Heat approximately one tablespoon of canola oil in a skillet over medium heat. Sauté the chopped onions until they become soft and translucent. Once done, transfer the onions to a plate and allow them to cool completely before mixing.
In a large mixing bowl, combine the ground beef, drained crushed pineapple, shredded carrot, sautéed onions, raisins, banana ketchup, and beaten eggs. Season the mixture with salt and pepper. Using clean hands or a spoon, mix thoroughly until all ingredients are well-distributed and cohesive.
Lay out a sheet of 12-inch aluminum foil on a flat surface. Take one-third of the beef mixture and spread it onto the foil, shaping it into a rectangle roughly 6 to 8 inches long. Place slices of hard-boiled egg and Vienna sausage along the center of the meat mixture.
Roll the foil carefully to form a tight log approximately 3 inches in diameter, enclosing the filling securely.
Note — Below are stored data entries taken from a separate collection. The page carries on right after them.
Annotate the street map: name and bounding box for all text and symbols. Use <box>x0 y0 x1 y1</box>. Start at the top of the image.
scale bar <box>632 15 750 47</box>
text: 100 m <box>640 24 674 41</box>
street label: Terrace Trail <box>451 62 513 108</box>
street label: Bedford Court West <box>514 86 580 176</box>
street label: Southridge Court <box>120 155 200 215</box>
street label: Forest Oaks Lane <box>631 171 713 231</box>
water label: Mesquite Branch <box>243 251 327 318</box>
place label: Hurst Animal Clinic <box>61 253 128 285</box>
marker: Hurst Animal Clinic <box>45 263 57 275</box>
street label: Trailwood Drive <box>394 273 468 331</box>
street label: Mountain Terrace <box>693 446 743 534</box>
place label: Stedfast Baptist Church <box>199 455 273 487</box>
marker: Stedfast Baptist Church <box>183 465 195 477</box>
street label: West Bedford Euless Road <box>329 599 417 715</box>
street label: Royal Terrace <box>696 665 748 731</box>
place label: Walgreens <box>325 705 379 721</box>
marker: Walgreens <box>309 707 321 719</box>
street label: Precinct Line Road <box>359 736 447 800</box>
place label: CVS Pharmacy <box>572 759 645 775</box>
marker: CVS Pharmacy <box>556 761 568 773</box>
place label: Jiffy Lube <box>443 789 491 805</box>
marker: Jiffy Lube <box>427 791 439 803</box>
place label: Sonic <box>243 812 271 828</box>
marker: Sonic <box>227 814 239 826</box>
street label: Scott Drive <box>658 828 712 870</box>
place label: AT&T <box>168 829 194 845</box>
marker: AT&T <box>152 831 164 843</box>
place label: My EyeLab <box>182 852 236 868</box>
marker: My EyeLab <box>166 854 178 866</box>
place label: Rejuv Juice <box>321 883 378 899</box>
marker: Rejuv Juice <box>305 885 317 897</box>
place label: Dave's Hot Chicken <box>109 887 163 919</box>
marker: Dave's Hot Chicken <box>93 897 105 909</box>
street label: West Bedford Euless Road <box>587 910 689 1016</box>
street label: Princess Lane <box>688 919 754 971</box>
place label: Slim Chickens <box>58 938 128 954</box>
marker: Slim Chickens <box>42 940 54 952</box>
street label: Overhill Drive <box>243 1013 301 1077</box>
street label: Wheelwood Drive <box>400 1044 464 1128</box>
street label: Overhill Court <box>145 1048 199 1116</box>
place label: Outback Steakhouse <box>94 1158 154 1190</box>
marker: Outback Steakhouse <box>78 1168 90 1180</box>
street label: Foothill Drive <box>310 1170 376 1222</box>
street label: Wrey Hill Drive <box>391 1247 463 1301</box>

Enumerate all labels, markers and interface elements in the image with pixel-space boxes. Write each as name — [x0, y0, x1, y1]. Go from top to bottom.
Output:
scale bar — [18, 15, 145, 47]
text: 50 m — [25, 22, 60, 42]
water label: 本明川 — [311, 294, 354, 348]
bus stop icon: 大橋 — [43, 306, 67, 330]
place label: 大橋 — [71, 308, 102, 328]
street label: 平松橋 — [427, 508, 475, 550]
Crimp both ends of the foil to seal. For extra security, double wrap the log in another sheet of foil. Repeat the process with the remaining meat mixture.
Arrange the wrapped logs on the roasting rack and place the pan in the preheated oven. Bake for 50 to 60 minutes or until a thermometer inserted into the center of the log registers 160°F (71°C).
Remove the embutido from the oven and let it rest for 8 to 10 minutes before unwrapping the foil. Allow it to cool completely before the final step.
Heat about one inch of canola oil in a pan over medium heat. Add the embutido and fry, turning as needed, until the exterior is evenly golden brown.
Let the cooked logs sit for 3 to 5 minutes before slicing into desired portions. Serve warm and enjoy.